Scalable Probabilistic Methods for the Next Generation Search Engine (PROSE)
With hundreds of millions of pages of information on the Internet,
search has become a fundamental service. The abundance of information
sets new challenges for even the best current search
engines. Qualitatively better ways are needed to answer user
queries. Our research is the development of a search engine kernel to
support next generation search services: a subject-specific node in a
distributed, hierarchical system for supporting navigation and
search. The system would be used on some part of the Internet, an
intranet or other document repository. The subject-specific node may
have tens of millions of pages, and needs to automatically build its
own hierarchies for topic, genre, and terminology - aspects of the
document set that we together call a concept map. This project will
provide the statistical computing techniques and their implementations
needed to build a search engine kernel intended for large (giga and
terabyte) document data sets. This is needed to implement features
such as hierarchical multi-aspect clustering, automatic extraction of
subject-specific topic hierarchies and intelligent query matching. In
addition to the basic research on methodological aspects the project
will also develop C/C++ libraries based on existing Open Source
scientific libraries. All the code to be developed for the kernel will
follow Open Source licensing in both a source and library model to
allow its inclusion in other projects.
Search is a fundamental service in information systems
The strength of the Internet is that there are billions of pages of
information available waiting to present information on an amazing
variety of topics in the format of newsgroups, magazines, references,
technical data, tutorials, sales literature, etc. The weakness of the
Internet is that there are billions of pages of information, most of
them titled according to the whim of their author using subtly
different terminology to fool keyword search. Subject-specific search
sites have emerged to provide help for this situation, yet they are
time consuming to maintain, only sometimes provide good coverage
(Citeseer
for computer science research papers is one successful
example), and rarely provide a sophisticated interface. More
sophisticated methods such as the analysis and structure of pages with
their mixed topics, stylistic variations, and choice of terminology
are just beginning to be understood.
The future of search: a scalable, distributed, hierarchical concept map.
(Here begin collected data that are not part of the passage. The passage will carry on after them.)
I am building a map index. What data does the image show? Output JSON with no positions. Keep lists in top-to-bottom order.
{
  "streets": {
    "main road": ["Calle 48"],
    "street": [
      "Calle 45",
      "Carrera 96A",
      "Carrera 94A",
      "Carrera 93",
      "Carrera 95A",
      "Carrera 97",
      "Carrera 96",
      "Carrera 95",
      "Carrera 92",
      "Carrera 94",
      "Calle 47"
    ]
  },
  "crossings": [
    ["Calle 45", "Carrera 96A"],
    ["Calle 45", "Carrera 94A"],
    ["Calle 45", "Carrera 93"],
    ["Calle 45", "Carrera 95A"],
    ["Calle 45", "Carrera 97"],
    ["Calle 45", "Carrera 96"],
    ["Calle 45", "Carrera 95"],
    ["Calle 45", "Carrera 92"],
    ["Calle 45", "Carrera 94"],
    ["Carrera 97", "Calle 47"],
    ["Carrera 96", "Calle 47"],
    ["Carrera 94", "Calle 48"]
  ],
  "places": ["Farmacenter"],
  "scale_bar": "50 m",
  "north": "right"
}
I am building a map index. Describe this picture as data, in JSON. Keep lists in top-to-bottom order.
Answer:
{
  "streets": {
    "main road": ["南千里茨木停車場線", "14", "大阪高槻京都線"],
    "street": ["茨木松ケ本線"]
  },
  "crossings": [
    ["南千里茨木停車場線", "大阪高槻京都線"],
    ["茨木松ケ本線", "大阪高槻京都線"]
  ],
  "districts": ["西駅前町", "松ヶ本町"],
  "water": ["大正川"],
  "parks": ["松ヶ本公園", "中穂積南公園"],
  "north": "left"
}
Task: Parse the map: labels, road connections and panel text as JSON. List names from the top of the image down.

One approach to addressing the above is
Semantic Web research. This
defines standards for integrating semantics into pages, based for
instance on an ontology or resource description framework (RDF). This
approach is arguably suitable for a single organization, especially
where particular functionality exists so that ontologies or schemas
can be limited and thus can be realistically supported. This approach
has proven useful to route users to subject-specific sites. A second,
related approach uses machine learning to extract specific information
and thus populate a knowledge base or the semantic tags attached to
pages. This however fails to support general search with its arbitrary
queries. With the chaotic nature of the Internet and other large
document collections where arbitrary search is required, we can
instead hope to automatically generate some of the semantic
information necessary to support more meaningful search and browsing,
but not a full ontology. It is known in the large scale case that
organizing pages hierarchically by topic provides superior
classification and structuring in terms of relevance and
computation. Returning results by topic improves the end-user
experience, and allows search to be distributed. In more restricted
laboratory settings, researchers have shown that integrating synonyms
and topics into the search system can improve quality of results,
however in such an approach there are many pitfalls so that nave
integration can in fact be damaging. Thus we are developing a software
kernel to support a subject-specific node in a distributed,
hierarchical system for supporting navigation and search on pages. The
node may have tens of millions of pages, and needs to automatically
build its own hierarchies for topic, genre, and terminology, aspects
of the document set that we together call a concept map. We stress
that for our purposes the concept map is a technical construct, and
exists to power the search and navigation process at a
subject-specific site. It requires neither grammatical correct
linguistic analysis nor carefully defined and expert approved
ontologies.
An Example
Consider the following interactions one might support on such a
server. On a history database two different queries would be:
- General:
- key phrases like Roman empire.
No results are given but suggestions for specializing the query with
topic or genre such as military achievements, politics, Christianity,
discussion groups, introductions, book reviews, etc.
- Specific:
-
free text such as sexuality in the Roman empire plus the keyword Diana
to be matched exactly. Results might be ordered under headings such
as homosexuality, moral norms, art, and religious ceremonies. Results
should have intersecting topics with the free text but not necessarily
the same words.
- Refinement:
- a find more pages like this option. This
could be selected from one of the results pages.
The general query
would reflect suggestions one might expect from a library system or
librarian. A more specific query would be given in free text. The
specialized presentation of results reflects a detailed analysis of
the pages in the collection at a level a librarian could not be
expected to master and indeed could come as a surprise to anyone not
familiar with the period.
|